The authors noted that communication should not be limited to discussions among pharmacists, hospitals, and health systems. Open discussions with patients who are most affected by drug shortages are essential. In the spirit of openness, the authors recommended that hospitals consider publicly posting information about drug shortages.
Dr. Shuman and colleagues called upon stakeholders, from governments to clinicians, to refocus some of their efforts in managing shortages of ventilators during the COVID-19 crisis to develop workflows and rationing criteria for essential medicines. “Even if there are sufficient ventilators, a critical shortage of sedatives, paralytics and/or opioids will obviate the ability to keep patients safely intubated. Data suggest that these shortages have already been associated with inadvertent extubations.”
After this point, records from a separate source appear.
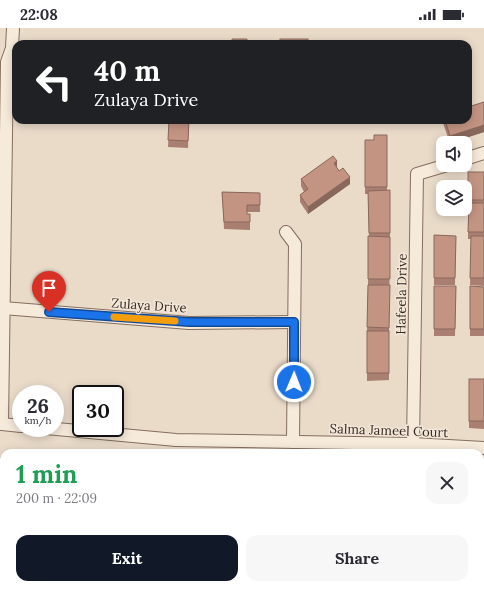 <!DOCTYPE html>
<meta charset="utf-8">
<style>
:root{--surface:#fff;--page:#f7f7f7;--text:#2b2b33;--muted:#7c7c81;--accent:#111827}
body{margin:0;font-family:Lora,serif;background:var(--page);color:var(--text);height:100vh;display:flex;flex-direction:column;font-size:15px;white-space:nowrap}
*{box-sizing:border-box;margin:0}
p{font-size:13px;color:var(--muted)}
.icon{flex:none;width:22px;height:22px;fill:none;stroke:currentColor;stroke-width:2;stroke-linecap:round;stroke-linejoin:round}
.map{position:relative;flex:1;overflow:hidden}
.sheet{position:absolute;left:0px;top:421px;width:484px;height:140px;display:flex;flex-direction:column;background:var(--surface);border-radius:12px 12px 0 0;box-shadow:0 2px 10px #0003}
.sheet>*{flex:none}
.hud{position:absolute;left:12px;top:12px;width:460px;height:84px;border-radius:12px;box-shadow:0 2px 10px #0003;background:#202124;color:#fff;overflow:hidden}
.buttons{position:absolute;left:436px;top:108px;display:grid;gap:8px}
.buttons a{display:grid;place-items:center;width:36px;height:36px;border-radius:8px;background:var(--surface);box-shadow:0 2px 10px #0003;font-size:20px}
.speed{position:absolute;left:12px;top:357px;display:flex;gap:8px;font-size:20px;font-weight:700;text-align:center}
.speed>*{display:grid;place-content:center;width:52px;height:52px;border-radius:50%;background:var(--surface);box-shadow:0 2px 10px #0003;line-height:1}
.speed small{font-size:10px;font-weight:400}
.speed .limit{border:2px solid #111;border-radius:6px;background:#fff;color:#111}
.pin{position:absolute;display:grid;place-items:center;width:34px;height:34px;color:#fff;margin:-41px -17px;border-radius:50% 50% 50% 0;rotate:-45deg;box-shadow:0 0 4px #0007}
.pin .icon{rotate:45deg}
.me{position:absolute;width:44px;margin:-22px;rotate:1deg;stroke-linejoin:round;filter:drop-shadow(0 0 3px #0008)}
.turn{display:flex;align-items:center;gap:14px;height:84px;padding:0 16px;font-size:18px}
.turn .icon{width:52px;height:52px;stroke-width:2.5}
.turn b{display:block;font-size:28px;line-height:34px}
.round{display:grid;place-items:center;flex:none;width:42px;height:42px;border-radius:12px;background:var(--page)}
.head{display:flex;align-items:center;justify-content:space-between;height:68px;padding:0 16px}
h1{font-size:24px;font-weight:700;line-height:30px;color:#1e9e55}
.primary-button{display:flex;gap:8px;margin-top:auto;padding:8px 16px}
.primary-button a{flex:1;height:46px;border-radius:12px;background:var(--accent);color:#fff;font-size:16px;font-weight:700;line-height:46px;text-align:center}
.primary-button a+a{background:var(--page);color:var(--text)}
.status{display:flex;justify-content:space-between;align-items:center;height:28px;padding:0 20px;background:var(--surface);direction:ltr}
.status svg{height:11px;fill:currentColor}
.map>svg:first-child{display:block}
</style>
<div class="status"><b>22:08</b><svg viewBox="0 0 49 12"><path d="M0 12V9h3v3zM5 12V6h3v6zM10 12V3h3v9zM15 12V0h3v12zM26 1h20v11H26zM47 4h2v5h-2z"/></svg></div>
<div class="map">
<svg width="484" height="561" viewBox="0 0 484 561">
<rect width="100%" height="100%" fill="#eadbc9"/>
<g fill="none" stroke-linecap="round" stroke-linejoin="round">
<defs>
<g id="street">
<path d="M13,0L12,20L7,34L2,396L21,398"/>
<path d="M465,131L484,125"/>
<path d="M286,204L295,216L293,414"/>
<path d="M3,280L189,295L294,294"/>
<path d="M46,400L176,412L413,416L484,420"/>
<path d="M413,416L417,146L447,137"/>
</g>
<g id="highway">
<path d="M0,520H4"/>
<path d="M480,525H484"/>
<path d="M439,557L484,561"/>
</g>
</defs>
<use href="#street" stroke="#856e5f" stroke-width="14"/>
<use href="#highway" stroke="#533d33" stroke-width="24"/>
<use href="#street" stroke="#f6eadb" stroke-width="12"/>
<use href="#highway" stroke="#d09063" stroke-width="22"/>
</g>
<g fill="#a97f71">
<path d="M484,75V104L450,115L443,95V92H468Z"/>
<path d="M169,92H189L188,120L168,119Z"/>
<path d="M387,107V162L390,205L389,307V352L367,353V303L369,208L368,166H365V112H374Z"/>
<path d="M337,140L350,156L308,186L300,174V167L304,164L301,158V151Z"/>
<path d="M468,144H484V258L470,257L471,211H468Z"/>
<path d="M222,164L260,165V184H247V186H250V202L224,201Z"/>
<path d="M434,207L456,208L455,257H434Z"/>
<path d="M434,258H456L455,308H434Z"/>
<path d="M470,258L484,259V308H470Z"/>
<path d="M469,351H484V401L469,400Z"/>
<rect x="480" y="434" width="4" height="29"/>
</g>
<g fill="#89685c">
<path d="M484,97V104L450,115V108Z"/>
<path d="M337,133V140L334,135Z"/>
<path d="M350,149V156L308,186V179Z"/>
</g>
<g fill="#c49483" stroke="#89685c">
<path d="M232,11H247V16H223V15H232Z"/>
<rect x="280" y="11" width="28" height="5"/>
<path d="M484,74V97L450,108L445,92H468V79Z"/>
<path d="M169,92H189L188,113L168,112Z"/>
<path d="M374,107H387V159H365V112H374Z"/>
<path d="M333,128L337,133L334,135L339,143L343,140L350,149L308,179L300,167L308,161L301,151Z"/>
<rect x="468" y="144" width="16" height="28"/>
<path d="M390,162V205H369L368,163Z"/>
<path d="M222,164L260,165V177H247V186H250V194H224Z"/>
<path d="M469,175H484V204H468Z"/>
<path d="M434,207L456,208L455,250H434Z"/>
<path d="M368,208L390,209V251H368Z"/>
<path d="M471,208H484V250H470Z"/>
<path d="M368,257H390L389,300L367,299Z"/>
<path d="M434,258H456L455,301H434Z"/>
<path d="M470,258L484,259V301H470Z"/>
<rect x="367" y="303" width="22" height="42"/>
<rect x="469" y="351" width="15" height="42"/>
<rect x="480" y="434" width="4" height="22"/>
</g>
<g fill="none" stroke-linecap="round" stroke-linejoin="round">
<defs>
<path id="route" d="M49,284L189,294H294V354"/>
</defs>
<use href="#route" stroke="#114b97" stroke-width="10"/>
<use href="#route" stroke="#1a73e8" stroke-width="7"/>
<path stroke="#f59e0b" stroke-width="7" d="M114,289L175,293"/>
</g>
<g text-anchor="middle" stroke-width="3" stroke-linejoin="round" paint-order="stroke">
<g font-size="13" fill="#372921" stroke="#f2e7d8">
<text transform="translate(401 266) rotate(-89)" y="5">Hafeela Drive</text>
<text transform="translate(149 277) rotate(4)" y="5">Zulaya Drive</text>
<text transform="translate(389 402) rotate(2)" y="5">Salma Jameel Court</text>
</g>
</g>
</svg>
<div class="buttons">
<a><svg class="icon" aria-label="sound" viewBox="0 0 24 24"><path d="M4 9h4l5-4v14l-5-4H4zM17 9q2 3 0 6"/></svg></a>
<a><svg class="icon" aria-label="layers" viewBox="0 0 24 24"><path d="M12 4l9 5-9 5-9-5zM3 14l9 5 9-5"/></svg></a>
</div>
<div class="speed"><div>26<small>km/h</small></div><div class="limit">30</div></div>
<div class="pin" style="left:49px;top:284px;background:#d93025"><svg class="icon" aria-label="arrive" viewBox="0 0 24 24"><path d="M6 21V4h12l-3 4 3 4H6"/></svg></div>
<svg class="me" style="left:294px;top:354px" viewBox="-20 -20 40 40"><circle r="17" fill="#1a73e8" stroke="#fff" stroke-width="3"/><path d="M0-11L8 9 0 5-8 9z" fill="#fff"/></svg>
<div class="hud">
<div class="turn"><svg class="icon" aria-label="left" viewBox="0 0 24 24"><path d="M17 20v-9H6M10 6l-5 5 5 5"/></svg><div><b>40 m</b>Zulaya Drive</div></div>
</div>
<section class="sheet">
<div class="head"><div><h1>1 min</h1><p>200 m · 22:09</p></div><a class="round"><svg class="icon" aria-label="close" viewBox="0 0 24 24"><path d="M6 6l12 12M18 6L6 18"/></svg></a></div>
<div class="primary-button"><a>Exit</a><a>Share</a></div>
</section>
</div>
The authors have also identified hoarding of drugs thought to be potential COVID treatments as a problem.
“Once effective treatments and/or vaccines for COVID-19 are available, prioritizing nascent supplies will present a formidable challenge,” they predicted. “In the coming days and months, this matter demands global attention. Only with clear lines of communication and a proactive, collaborative approach can we weather this impending storm.”
About the Annals of the American Thoracic Society
The AnnalsATS is a peer-reviewed journal published by the American Thoracic Society. The Journal delivers up-to-date and authoritative coverage of adult and pediatric pulmonary and respiratory sleep medicine and adult critical care. The scope of the Journal encompasses content that is applicable to clinical practice, the formative and continuing education of clinical specialists and the advancement of public health. The journal’s impact factor is 4.026.
Editor: Colin Cooke, MD, MS, associate professor in the department of internal medicine at the University of Michigan.
About the American Thoracic Society
Founded in 1905, the American Thoracic Society is the world’s leading medical association dedicated to advancing pulmonary, critical care and sleep medicine. The Society’s 15,000 members prevent and fight respiratory disease around the globe through research, education, patient care and advocacy. The ATS publishes four journals, the American Journal of Respiratory and Critical Care Medicine, the American Journal of Respiratory Cell and Molecular Biology, Annals of the American Thoracic Society and ATS Scholar.